MAY 31, 2005, Business Standard
“The claim of huge subsidy burden on petroleum products and bleeding oil companies are exaggerated, and most of the burden is passed on to the consumers,” Cuts Secretary General Pradeep Mehta said at a finance ministry meeting with various stakeholders to get inputs for preparing a roadmap for a new focused subsidy regime.
He said the government collects about Rs 6,000 crore as cess on domestically produced crude oil and bears an equal amount in the form of petroleum subsidies.
“Over the past three decades, the government has collected about Rs 50,000 crore as cess and almost all of it has gone to the coffers of the finance ministry. The cess amount now seems to be an implicit arrangement of meeting the petroleum subsidy burden,” Mehta said.
The cess was introduced in mid-70s to provide financial assistance to state-owned companies.
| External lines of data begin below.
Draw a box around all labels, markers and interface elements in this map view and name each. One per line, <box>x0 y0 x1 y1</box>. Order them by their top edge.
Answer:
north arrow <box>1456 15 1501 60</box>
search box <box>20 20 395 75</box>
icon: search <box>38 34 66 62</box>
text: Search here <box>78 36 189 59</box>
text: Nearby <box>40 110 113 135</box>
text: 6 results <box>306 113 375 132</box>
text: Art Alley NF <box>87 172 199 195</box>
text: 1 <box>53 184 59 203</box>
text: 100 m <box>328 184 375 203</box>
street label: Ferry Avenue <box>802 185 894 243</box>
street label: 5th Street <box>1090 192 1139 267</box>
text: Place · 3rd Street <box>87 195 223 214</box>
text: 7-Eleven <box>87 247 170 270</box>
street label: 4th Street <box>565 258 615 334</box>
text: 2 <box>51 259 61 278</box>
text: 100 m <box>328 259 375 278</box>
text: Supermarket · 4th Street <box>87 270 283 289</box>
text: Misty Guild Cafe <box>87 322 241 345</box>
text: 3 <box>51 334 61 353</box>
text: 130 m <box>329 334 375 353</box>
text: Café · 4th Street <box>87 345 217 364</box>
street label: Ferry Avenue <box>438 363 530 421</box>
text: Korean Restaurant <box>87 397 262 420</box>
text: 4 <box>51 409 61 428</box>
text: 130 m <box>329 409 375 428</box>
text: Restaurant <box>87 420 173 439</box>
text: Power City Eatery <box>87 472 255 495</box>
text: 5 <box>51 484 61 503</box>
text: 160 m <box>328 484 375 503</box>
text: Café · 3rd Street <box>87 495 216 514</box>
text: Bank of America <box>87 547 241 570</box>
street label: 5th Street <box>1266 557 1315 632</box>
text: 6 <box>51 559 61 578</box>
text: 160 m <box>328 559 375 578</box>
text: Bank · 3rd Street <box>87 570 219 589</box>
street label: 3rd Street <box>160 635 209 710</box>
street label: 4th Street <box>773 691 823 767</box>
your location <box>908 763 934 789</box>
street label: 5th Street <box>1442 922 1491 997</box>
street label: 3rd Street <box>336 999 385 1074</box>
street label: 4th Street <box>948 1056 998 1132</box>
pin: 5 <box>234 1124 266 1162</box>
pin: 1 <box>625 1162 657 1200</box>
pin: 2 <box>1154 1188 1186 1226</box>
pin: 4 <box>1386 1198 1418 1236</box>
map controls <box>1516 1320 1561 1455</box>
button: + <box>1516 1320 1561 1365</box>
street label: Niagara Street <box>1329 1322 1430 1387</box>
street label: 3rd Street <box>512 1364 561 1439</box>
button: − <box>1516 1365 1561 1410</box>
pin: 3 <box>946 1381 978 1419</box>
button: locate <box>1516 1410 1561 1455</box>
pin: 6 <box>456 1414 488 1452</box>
Slamming too much intervention, Mehta said though the administered price mechanism was abolished in March 2002, the government continued to play a major role in determining prices of petroleum products and there was absolutely no transparency in their pricing.
He said even the method of calculating subsidies on LPG and kerosene was distorted, as it was based on import-parity pricing of petroleum products and not on the basis of unrecovered costs, which was the appropriate figure for calculating subsidy.
Moreover, this pricing system allowed oil companies to factor in Customs duty to arrive at the import parity prices, Cuts said.
Since the country does not import petrol or diesel but crude oil, the amount collected as notional customs duty, estimated at Rs 10,000 crore goes to bolster the financials of oil companies, he added.